Optional Activities
- Build a Coral Reef Diorama: Use a shoebox and modeling clay or paper to build an Ordovician reef scene. Include corals (finger shapes), crinoids (stalked sea lilies), trilobites, nautiloids (coiled shells), and brachiopods (clamlike shells). Label each organism and note that none of them have close living relatives, this world is utterly alien.
- Shell Collection Compare: If you can gather any shells (beach, craft store, or online), examine them for symmetry. Brachiopods have top-bottom symmetry; bivalves (clams/mussels) have left-right symmetry. This tiny difference reflects different evolutionary origins, and brachiopods were FAR more common in the Silurian than clams are today.

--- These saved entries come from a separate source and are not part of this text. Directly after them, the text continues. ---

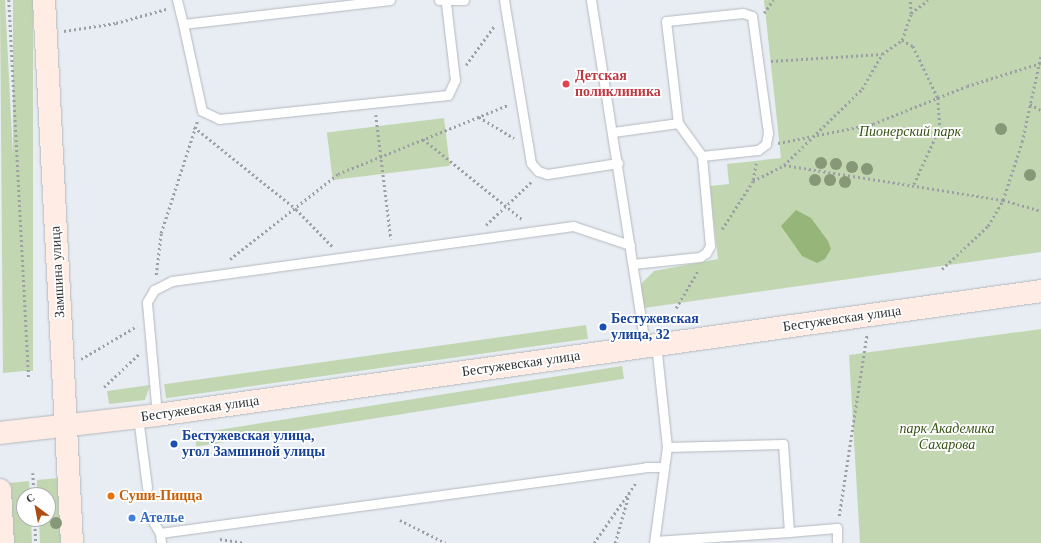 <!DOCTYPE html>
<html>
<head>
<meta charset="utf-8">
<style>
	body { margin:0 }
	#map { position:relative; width:1041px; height:543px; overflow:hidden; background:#e7edf2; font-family:Georgia,serif }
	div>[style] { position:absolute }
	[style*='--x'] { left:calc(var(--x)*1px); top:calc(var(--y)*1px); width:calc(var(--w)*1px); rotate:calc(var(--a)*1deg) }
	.green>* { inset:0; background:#c2d7b1; transform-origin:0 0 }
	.forest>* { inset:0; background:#96b578 }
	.path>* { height:2.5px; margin-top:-1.25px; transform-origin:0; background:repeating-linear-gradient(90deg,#9ca0a4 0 2px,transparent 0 5px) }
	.roads { filter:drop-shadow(0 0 1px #b3b8be) drop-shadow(0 0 1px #b3b8be) }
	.lane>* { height:9px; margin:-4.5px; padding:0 4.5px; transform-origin:4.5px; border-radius:4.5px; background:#fff }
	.secondary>* { height:22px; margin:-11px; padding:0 11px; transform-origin:11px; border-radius:11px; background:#ffece5 }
	.trees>* { width:12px; height:12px; margin:-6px; border-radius:50%; background:#869877 }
	.dots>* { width:11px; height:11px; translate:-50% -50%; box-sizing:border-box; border:2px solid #fff; border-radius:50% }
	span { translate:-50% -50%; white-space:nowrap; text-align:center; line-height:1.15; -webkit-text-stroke:3.5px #fff; paint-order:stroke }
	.health-label { font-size:14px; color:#be3a42; font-weight:700 }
	.left { translate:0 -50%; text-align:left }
	.park-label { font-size:14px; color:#365312; font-style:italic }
	.street-label { font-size:14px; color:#323436 }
	.transit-label { font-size:14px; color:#164399; font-weight:700 }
	.food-label { font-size:14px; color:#c56008; font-weight:700 }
	.shop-label { font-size:14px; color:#366cbe; font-weight:700 }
	.north { position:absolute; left:16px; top:487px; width:40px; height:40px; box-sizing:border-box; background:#fff; border:1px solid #adaeaf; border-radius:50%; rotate:328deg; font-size:11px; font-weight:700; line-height:16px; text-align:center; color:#323436 }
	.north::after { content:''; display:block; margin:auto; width:14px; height:18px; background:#af4c13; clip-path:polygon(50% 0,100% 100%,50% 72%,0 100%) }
</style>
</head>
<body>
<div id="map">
	<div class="green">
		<div style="clip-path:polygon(0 0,5px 0,24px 371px,3px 373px)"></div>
		<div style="left:13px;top:0;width:20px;height:371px"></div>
		<div style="clip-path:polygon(764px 0,1041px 0,1041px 252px,644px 308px,640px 285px,654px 271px,718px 259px,710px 186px,729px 184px,727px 164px,781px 158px)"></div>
		<div style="left:444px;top:118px;width:48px;height:118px;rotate:83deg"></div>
		<div style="left:586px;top:325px;width:14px;height:426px;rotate:82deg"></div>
		<div style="clip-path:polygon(1041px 329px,1041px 543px,860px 543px,849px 355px)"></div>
		<div style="left:622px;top:366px;width:13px;height:433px;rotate:81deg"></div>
		<div style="clip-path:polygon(150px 385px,145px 400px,109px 404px,107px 391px)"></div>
		<div style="clip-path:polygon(59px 478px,62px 543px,40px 543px,39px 519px,48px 519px,48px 495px,37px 495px,37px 480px)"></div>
		<div style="clip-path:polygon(29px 481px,30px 495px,24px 495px,24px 519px,31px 519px,32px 543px,12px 543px,9px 483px)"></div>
	</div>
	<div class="forest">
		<div style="clip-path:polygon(796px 210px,811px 218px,828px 241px,831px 249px,825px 259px,817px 263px,802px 256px,781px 226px)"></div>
	</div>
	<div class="path">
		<div style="--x:9;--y:0;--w:379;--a:87"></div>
		<div style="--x:764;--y:13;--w:16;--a:-55"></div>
		<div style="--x:911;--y:13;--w:21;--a:-37"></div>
		<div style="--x:64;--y:31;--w:53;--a:-8.7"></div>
		<div style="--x:116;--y:23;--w:52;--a:-15.6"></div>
		<div style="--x:902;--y:40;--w:13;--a:29"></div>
		<div style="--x:913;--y:46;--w:58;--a:64.3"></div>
		<div style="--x:938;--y:98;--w:30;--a:86"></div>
		<div style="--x:940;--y:128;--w:65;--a:114.6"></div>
		<div style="--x:771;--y:61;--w:111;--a:-3.6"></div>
		<div style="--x:466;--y:65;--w:49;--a:-54.1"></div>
		<div style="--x:1030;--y:104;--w:13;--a:29"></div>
		<div style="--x:376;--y:115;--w:125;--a:83.1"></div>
		<div style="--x:479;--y:117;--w:41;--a:31"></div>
		<div style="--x:194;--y:127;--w:131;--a:38.8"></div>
		<div style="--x:296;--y:209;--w:53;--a:45.8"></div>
		<div style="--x:423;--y:139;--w:129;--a:39"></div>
		<div style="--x:778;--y:143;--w:97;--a:-11.3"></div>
		<div style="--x:873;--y:124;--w:101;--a:-22"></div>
		<div style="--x:967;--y:86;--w:77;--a:-17.3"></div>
		<div style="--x:784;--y:165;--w:222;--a:9.1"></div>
		<div style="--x:1003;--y:200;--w:40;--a:16"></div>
		<div style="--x:753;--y:180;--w:17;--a:-80"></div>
		<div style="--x:486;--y:225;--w:64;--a:-43.7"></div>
		<div style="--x:722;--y:229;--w:57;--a:-57.1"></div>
		<div style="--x:753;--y:181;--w:35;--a:-27"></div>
		<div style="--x:784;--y:165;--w:109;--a:-44.3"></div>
		<div style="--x:862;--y:89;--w:40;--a:-60.3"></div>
		<div style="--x:882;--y:54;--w:24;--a:-35"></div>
		<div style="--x:902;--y:40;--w:28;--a:-71"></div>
		<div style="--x:911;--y:14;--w:14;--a:-94"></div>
		<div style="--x:230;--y:259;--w:137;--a:-38.2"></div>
		<div style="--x:338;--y:174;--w:183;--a:-22.1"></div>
		<div style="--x:942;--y:269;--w:63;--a:-43.1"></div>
		<div style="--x:988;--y:226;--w:30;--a:-60"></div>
		<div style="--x:1003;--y:200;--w:61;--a:-71.9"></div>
		<div style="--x:1022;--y:142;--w:89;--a:-77.7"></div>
		<div style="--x:156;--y:275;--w:42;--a:-83.2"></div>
		<div style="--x:161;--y:233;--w:117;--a:-72"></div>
		<div style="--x:676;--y:308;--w:45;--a:-59.5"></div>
		<div style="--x:81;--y:359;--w:65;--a:-30.5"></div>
		<div style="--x:104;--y:387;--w:50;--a:-43.4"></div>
		<div style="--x:33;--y:473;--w:22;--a:87"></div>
		<div style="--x:839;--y:516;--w:185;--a:-81.3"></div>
		<div style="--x:35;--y:519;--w:24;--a:88"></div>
		<div style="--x:400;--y:520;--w:51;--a:26.6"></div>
		<div style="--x:220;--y:539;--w:24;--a:9"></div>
		<div style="--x:594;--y:543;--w:75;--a:-55.3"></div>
		<div style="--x:615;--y:543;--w:51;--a:-74.1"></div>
	</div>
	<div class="roads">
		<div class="lane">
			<div style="--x:177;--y:0;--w:25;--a:76"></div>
			<div style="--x:390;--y:0;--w:208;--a:173.4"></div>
			<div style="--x:183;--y:24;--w:89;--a:77.7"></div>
			<div style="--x:202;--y:111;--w:19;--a:25"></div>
			<div style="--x:219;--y:119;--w:230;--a:-6"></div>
			<div style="--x:448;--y:95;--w:17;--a:-65"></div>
			<div style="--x:455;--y:80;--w:78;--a:-96.7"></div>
			<div style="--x:439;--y:0;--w:25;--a:0"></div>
			<div style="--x:504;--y:0;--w:165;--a:80.6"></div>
			<div style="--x:531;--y:163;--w:11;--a:49"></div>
			<div style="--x:538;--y:171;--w:9;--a:18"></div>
			<div style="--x:547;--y:174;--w:72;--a:-8.8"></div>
			<div style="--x:591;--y:0;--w:350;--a:81.1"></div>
			<div style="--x:613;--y:132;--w:66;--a:-7.9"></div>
			<div style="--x:678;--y:123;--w:41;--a:54"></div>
			<div style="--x:633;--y:264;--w:67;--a:-6"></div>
			<div style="--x:700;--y:257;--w:7;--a:-34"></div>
			<div style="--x:706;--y:253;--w:8;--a:-60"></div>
			<div style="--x:710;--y:246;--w:90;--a:-95.1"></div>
			<div style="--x:702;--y:156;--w:56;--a:-6.1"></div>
			<div style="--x:758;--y:150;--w:10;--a:-37"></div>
			<div style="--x:766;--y:144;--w:11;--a:-80"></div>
			<div style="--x:768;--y:133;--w:118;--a:-97.8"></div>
			<div style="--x:752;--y:16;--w:9;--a:-162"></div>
			<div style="--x:743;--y:13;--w:77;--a:174.1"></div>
			<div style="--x:666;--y:21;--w:103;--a:83.3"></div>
			<div style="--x:656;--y:344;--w:104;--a:83.9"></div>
			<div style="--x:157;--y:415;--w:113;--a:-95.1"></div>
			<div style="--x:147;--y:302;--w:14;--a:-60"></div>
			<div style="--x:154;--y:290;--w:20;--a:-27"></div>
			<div style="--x:172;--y:281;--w:405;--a:-7.8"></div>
			<div style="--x:573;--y:226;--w:60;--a:18.4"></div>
			<div style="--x:138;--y:417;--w:71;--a:82.7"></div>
			<div style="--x:151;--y:518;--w:17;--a:59"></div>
			<div style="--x:160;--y:533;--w:10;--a:84"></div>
			<div style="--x:160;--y:533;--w:490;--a:-7.7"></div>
			<div style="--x:646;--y:467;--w:18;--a:0"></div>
			<div style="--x:655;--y:541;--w:134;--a:-3.8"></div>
			<div style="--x:654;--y:543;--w:97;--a:-82.3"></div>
			<div style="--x:667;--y:447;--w:116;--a:-1.5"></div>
			<div style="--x:783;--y:444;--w:88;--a:86.1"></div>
			<div style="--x:789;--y:532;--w:48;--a:-4.8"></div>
			<div style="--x:837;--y:528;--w:15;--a:90"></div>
		</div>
		<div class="secondary">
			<div style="--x:44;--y:0;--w:544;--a:87.05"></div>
			<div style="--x:0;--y:433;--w:158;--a:-6.5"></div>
			<div style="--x:157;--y:415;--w:893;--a:-7.98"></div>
			<div style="--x:0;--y:490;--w:53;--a:86.8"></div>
		</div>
	</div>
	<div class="trees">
		<div style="left:1001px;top:129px"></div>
		<div style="left:821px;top:163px"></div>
		<div style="left:836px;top:164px"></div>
		<div style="left:852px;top:167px"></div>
		<div style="left:867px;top:169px"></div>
		<div style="left:1030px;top:175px"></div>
		<div style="left:815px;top:180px"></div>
		<div style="left:830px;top:180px"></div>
		<div style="left:845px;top:182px"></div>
		<div style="left:56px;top:523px"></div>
	</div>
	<div class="dots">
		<div style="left:566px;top:84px;background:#e0444e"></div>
		<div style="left:603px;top:327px;background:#1a4fb4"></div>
		<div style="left:174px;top:444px;background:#1a4fb4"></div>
		<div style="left:111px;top:496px;background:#e8710a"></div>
		<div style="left:132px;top:518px;background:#3f7fe0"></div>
	</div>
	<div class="health-label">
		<span class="left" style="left:575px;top:84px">Детская<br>поликлиника</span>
	</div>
	<div class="park-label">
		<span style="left:910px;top:132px">Пионерский парк</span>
		<span style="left:947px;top:437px">парк Академика<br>Сахарова</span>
	</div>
	<div class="street-label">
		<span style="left:58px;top:272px;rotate:-93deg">Замшина улица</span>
		<span style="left:842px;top:319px;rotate:-8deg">Бестужевская улица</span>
		<span style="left:521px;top:364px;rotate:-8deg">Бестужевская улица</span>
		<span style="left:200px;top:409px;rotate:-8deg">Бестужевская улица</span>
	</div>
	<div class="transit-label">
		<span class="left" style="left:611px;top:327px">Бестужевская<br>улица, 32</span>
		<span class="left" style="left:182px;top:444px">Бестужевская улица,<br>угол Замшиной улицы</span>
	</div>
	<div class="food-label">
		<span class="left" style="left:119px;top:496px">Суши-Пицца</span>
	</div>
	<div class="shop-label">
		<span class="left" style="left:140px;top:518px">Ателье</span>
	</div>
	<div class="north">С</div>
</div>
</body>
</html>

- Is Coral a Plant or Animal?: Determining whether coral is a plant or an animal is a classic biological puzzle because it functions as a complex, living partnership. While corals are officially classified as animals, specifically marine invertebrates related to jellyfish and anemones, they host microscopic algae called zooxanthellae within their tissues. This is a fun research project for all ages.
Digging Deeper Activities
- Great Ordovician Biodiversification Event (GOBE): The Cambrian gave us body plans, but the Ordovician multiplied diversity explosively, tripling the number of marine animal families. Research the GOBE and compare it to the Cambrian Explosion. What caused it? What ended it (the Ordovician mass extinction)?
- Silurian First Land Plants: The Silurian saw the first vascular land plants (like Cooksonia, tiny, leafless, just a few centimeters tall). Research why the move to land was so challenging for plants and what adaptations made it possible. Then compare to the animal transition to land that followed in the Devonian, which came first, plants or animals, and why does the order matter?